Copy the entries below exactly, but only from the line containing "Give bounding boxes" through the final line.

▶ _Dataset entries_
──────

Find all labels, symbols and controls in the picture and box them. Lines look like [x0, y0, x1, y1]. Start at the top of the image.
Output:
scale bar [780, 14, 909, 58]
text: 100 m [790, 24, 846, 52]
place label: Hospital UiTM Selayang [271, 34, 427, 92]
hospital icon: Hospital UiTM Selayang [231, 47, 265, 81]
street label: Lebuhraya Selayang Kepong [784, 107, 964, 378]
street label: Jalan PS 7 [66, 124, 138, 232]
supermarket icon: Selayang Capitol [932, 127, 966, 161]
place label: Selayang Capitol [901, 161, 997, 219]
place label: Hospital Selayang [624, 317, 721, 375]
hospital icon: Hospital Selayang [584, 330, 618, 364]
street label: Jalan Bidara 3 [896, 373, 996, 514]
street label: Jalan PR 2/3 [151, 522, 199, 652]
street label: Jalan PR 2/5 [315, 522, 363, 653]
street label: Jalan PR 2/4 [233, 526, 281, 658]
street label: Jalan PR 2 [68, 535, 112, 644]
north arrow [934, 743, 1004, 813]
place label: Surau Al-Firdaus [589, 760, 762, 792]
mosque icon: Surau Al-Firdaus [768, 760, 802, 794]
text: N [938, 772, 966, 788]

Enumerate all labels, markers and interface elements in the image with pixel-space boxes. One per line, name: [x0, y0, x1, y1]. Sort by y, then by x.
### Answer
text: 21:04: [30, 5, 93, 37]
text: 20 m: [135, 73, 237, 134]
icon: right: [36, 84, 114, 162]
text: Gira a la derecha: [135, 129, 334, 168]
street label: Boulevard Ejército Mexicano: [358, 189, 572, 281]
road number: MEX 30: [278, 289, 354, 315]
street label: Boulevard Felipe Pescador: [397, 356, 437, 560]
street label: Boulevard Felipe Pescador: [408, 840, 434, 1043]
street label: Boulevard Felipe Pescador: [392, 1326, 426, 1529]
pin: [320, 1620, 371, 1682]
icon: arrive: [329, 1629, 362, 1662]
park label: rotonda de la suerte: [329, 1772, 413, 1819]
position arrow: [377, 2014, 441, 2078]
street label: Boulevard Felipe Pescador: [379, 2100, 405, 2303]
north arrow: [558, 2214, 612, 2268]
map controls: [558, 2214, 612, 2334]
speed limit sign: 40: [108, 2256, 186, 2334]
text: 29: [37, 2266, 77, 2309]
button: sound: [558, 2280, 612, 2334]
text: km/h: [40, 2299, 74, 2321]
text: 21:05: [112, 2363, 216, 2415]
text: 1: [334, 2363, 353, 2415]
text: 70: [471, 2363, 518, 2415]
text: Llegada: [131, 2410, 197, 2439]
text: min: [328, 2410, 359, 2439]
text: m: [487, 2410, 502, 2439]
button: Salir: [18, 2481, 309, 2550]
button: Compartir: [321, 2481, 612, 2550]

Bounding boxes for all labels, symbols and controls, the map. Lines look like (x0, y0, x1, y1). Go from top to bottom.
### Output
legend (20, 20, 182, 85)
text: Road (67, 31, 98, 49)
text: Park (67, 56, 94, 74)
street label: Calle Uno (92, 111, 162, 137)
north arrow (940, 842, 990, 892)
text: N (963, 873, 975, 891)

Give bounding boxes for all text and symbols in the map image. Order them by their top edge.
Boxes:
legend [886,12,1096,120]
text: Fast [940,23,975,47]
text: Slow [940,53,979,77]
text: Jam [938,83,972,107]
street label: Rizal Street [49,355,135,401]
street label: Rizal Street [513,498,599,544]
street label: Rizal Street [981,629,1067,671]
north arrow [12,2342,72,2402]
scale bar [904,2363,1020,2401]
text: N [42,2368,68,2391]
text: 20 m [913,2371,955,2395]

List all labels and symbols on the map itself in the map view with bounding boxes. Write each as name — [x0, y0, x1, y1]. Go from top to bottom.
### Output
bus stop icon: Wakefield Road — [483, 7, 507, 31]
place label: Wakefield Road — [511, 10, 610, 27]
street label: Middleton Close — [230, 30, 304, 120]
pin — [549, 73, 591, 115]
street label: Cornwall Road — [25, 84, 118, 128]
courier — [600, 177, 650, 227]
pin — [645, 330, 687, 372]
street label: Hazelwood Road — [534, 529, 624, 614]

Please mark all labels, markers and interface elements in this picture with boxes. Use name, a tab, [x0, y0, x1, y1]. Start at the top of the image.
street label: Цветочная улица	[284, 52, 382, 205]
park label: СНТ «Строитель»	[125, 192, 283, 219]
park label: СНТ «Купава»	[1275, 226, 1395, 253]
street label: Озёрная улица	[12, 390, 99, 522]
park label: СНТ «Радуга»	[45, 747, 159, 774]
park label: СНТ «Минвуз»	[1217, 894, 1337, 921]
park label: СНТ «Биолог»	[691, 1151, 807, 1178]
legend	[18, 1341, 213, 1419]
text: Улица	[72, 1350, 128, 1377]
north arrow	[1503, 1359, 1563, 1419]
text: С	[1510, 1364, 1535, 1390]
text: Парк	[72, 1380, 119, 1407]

──────

▶ _TASK RESULT_
Give bounding boxes for all text and symbols in the map image. Order them by their top edge.
Boxes:
legend [886,12,1096,120]
text: Fast [940,23,975,47]
text: Slow [940,53,979,77]
text: Jam [938,83,972,107]
street label: Rizal Street [49,355,135,401]
street label: Rizal Street [513,498,599,544]
street label: Rizal Street [981,629,1067,671]
north arrow [12,2342,72,2402]
scale bar [904,2363,1020,2401]
text: N [42,2368,68,2391]
text: 20 m [913,2371,955,2395]

List all labels and symbols on the map itself in the map view with bounding boxes. Write each as name — [x0, y0, x1, y1]. Go from top to bottom.
### Output
bus stop icon: Wakefield Road — [483, 7, 507, 31]
place label: Wakefield Road — [511, 10, 610, 27]
street label: Middleton Close — [230, 30, 304, 120]
pin — [549, 73, 591, 115]
street label: Cornwall Road — [25, 84, 118, 128]
courier — [600, 177, 650, 227]
pin — [645, 330, 687, 372]
street label: Hazelwood Road — [534, 529, 624, 614]

Please mark all labels, markers and interface elements in this picture with boxes. Use name, a tab, [x0, y0, x1, y1]. Start at the top of the image.
street label: Цветочная улица	[284, 52, 382, 205]
park label: СНТ «Строитель»	[125, 192, 283, 219]
park label: СНТ «Купава»	[1275, 226, 1395, 253]
street label: Озёрная улица	[12, 390, 99, 522]
park label: СНТ «Радуга»	[45, 747, 159, 774]
park label: СНТ «Минвуз»	[1217, 894, 1337, 921]
park label: СНТ «Биолог»	[691, 1151, 807, 1178]
legend	[18, 1341, 213, 1419]
text: Улица	[72, 1350, 128, 1377]
north arrow	[1503, 1359, 1563, 1419]
text: С	[1510, 1364, 1535, 1390]
text: Парк	[72, 1380, 119, 1407]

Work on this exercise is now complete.